• EXERCISE
The answer must be an exact copy of the lines from the top of the listing below through the line with "position:absolute; right:18px; bottom:18px;", with no pictures.

• WORKING DATA
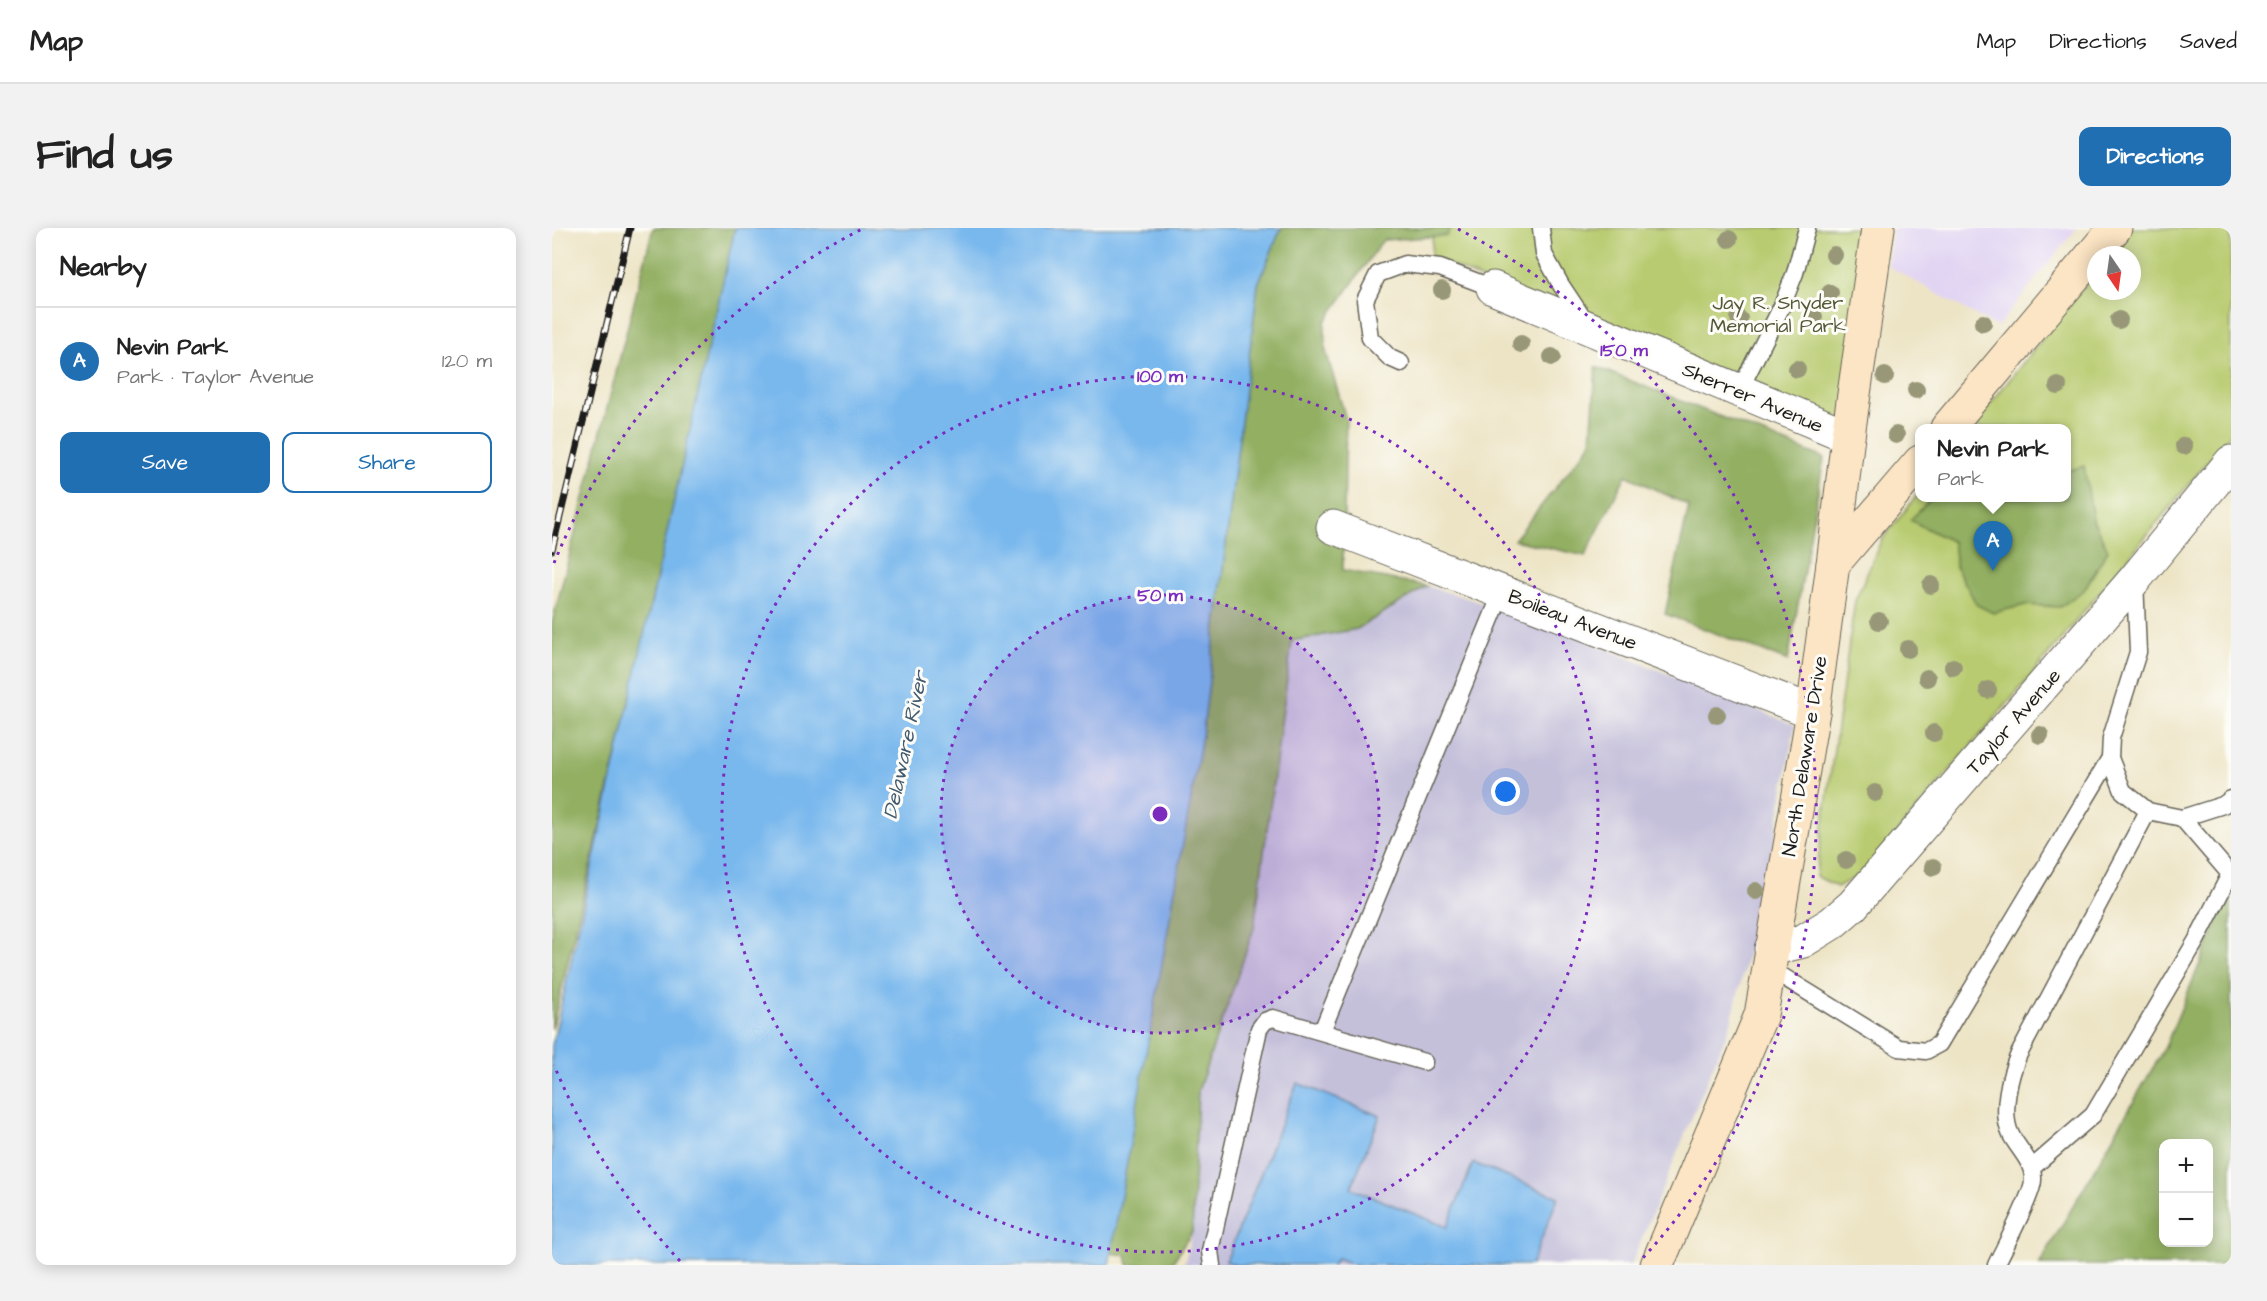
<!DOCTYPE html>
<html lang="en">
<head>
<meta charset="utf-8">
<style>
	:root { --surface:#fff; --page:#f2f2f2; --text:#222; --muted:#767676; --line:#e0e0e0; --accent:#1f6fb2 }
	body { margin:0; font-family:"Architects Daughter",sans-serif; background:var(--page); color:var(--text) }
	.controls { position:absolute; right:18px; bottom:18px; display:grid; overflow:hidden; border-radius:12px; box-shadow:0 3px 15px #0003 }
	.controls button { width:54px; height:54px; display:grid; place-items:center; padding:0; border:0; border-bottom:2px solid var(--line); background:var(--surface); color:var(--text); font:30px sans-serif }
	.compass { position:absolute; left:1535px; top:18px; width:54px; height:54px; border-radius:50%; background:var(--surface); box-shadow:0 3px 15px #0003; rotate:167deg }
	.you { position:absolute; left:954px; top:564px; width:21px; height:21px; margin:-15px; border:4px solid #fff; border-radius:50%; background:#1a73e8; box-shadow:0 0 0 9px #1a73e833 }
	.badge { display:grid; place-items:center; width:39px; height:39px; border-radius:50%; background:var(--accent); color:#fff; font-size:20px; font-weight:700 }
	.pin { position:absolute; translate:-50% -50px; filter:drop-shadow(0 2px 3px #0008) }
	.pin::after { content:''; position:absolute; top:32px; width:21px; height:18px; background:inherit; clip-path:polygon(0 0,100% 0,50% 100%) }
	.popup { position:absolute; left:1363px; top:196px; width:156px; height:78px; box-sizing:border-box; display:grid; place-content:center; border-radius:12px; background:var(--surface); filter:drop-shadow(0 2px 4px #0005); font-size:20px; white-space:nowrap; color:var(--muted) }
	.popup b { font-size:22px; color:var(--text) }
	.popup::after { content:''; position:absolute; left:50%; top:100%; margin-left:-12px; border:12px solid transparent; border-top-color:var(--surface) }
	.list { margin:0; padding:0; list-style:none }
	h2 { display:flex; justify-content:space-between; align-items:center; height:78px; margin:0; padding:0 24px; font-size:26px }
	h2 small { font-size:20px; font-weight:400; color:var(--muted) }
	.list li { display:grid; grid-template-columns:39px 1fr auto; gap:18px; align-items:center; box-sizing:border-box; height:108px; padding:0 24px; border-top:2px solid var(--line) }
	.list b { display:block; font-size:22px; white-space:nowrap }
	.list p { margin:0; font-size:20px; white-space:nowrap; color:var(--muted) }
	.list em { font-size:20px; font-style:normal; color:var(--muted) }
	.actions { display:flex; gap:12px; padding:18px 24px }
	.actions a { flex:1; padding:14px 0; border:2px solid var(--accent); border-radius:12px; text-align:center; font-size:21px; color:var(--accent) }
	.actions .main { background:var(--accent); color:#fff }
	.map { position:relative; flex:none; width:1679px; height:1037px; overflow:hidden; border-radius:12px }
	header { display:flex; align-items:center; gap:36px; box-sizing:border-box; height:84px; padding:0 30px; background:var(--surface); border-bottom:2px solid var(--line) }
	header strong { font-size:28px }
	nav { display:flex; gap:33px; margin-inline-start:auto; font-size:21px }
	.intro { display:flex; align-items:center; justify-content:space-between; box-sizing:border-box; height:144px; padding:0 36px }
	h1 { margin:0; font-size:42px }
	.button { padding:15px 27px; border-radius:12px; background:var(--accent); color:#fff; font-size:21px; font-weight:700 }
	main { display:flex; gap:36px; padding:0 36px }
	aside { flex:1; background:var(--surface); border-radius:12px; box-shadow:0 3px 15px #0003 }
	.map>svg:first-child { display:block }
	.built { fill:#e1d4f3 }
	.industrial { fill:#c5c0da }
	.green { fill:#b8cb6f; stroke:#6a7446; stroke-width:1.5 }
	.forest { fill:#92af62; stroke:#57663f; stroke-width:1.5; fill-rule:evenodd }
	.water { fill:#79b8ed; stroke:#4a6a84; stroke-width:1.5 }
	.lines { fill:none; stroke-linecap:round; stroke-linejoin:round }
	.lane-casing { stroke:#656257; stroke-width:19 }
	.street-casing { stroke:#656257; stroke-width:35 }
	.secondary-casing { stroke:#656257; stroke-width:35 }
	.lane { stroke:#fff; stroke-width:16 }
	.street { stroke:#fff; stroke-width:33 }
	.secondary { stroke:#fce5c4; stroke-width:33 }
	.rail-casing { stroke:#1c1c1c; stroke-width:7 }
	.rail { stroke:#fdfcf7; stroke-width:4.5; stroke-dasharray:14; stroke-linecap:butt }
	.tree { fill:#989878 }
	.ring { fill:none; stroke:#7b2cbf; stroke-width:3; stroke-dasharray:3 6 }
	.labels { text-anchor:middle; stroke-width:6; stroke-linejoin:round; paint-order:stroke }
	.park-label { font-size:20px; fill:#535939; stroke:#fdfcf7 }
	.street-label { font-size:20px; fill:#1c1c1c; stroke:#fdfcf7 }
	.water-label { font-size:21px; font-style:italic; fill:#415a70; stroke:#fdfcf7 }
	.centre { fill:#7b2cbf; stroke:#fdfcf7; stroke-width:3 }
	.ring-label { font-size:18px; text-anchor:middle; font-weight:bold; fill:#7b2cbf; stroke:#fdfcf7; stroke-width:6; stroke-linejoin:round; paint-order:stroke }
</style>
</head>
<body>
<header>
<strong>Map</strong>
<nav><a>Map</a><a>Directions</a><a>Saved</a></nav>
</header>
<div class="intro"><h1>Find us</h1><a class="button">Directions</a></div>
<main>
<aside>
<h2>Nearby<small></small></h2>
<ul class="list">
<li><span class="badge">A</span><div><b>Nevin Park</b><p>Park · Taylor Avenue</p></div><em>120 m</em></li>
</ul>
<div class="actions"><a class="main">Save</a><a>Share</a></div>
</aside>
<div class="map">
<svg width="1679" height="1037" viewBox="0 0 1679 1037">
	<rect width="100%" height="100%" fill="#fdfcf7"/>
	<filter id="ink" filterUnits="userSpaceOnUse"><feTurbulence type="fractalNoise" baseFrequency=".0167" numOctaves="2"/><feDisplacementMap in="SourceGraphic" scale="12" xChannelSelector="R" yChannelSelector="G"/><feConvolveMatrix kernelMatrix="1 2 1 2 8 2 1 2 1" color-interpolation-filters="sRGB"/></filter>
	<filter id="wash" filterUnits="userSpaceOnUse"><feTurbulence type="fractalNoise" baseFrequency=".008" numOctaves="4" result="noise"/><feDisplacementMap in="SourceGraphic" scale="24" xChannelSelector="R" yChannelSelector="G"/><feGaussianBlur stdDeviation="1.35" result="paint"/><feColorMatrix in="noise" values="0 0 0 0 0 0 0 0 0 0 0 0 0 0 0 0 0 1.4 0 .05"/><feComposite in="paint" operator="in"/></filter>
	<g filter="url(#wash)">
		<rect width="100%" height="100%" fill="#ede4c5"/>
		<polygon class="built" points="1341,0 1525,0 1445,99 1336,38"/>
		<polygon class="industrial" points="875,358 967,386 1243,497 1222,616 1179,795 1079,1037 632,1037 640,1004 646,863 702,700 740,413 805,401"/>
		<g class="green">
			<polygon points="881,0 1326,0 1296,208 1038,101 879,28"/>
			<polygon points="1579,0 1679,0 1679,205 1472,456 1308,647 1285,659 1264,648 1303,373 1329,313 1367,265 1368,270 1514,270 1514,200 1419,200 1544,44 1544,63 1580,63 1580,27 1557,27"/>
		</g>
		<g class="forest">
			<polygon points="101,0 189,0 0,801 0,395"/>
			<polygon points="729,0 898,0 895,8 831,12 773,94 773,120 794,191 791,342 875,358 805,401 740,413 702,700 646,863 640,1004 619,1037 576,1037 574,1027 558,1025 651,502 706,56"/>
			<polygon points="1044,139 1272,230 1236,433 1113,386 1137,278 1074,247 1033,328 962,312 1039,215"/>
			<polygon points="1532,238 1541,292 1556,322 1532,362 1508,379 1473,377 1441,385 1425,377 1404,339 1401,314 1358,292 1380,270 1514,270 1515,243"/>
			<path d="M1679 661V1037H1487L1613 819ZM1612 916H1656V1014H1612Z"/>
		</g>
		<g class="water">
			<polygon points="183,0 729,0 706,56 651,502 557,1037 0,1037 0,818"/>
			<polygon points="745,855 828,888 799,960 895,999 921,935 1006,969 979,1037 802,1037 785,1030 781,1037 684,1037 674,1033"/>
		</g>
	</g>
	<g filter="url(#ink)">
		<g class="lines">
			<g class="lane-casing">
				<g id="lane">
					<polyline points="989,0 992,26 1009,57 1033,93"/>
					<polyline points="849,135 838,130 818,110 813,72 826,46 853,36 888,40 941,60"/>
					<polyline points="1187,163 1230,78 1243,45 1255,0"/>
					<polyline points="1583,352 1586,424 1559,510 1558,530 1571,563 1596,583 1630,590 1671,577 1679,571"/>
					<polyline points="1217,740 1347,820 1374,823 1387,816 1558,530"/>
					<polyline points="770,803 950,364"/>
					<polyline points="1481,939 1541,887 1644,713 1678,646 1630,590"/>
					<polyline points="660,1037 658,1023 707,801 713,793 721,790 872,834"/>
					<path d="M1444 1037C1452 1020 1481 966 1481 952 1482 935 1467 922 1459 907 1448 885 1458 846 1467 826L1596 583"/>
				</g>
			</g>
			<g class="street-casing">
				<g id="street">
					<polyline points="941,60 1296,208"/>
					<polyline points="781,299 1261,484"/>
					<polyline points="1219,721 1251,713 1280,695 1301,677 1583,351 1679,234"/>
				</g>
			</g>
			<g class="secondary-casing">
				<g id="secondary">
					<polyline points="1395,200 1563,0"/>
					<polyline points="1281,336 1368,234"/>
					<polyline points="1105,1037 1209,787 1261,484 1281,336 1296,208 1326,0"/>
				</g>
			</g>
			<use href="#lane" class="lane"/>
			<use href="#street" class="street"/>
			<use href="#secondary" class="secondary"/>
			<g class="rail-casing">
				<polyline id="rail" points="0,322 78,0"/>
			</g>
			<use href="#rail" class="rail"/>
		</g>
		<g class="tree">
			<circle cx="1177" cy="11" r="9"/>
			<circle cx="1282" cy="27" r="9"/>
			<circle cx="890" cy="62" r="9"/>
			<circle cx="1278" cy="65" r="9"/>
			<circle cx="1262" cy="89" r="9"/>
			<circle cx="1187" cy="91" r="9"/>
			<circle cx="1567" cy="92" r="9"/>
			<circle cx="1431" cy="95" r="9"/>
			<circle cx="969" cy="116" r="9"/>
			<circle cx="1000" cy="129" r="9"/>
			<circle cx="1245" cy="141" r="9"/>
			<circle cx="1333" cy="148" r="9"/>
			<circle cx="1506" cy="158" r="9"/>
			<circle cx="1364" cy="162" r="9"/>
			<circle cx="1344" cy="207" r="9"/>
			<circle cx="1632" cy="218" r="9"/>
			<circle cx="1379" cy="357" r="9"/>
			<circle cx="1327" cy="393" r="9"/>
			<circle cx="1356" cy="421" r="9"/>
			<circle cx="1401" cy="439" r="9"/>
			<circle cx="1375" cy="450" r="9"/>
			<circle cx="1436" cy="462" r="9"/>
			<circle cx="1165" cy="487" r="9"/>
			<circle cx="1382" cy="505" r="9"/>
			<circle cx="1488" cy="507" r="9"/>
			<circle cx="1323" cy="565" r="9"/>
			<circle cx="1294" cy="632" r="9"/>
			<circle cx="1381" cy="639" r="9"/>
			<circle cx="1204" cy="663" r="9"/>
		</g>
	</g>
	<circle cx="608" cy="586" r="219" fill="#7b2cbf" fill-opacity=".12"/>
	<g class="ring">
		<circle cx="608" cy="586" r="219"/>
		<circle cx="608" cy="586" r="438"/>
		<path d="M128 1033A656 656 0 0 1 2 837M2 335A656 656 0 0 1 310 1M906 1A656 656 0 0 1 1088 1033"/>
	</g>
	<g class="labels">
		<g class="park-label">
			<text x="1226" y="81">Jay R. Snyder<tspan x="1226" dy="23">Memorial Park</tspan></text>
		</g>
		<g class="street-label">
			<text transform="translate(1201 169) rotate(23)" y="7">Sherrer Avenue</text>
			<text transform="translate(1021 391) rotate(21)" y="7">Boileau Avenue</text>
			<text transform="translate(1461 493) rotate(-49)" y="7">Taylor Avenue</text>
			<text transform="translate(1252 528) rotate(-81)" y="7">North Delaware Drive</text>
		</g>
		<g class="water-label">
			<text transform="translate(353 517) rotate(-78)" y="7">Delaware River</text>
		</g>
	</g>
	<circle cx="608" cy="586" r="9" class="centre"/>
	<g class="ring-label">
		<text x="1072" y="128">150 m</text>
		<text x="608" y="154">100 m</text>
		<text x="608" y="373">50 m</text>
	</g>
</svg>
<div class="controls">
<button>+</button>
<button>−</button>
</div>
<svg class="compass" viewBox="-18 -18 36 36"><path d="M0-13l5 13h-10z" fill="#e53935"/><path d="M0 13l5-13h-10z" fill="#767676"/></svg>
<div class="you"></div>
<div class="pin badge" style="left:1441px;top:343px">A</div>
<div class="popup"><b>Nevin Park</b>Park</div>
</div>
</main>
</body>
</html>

• ANSWER SECTION
<!DOCTYPE html>
<html lang="en">
<head>
<meta charset="utf-8">
<style>
	:root { --surface:#fff; --page:#f2f2f2; --text:#222; --muted:#767676; --line:#e0e0e0; --accent:#1f6fb2 }
	body { margin:0; font-family:"Architects Daughter",sans-serif; background:var(--page); color:var(--text) }
	.controls { position:absolute; right:18px; bottom:18px; display:grid; overflow:hidden; border-radius:12px; box-shadow:0 3px 15px #0003 }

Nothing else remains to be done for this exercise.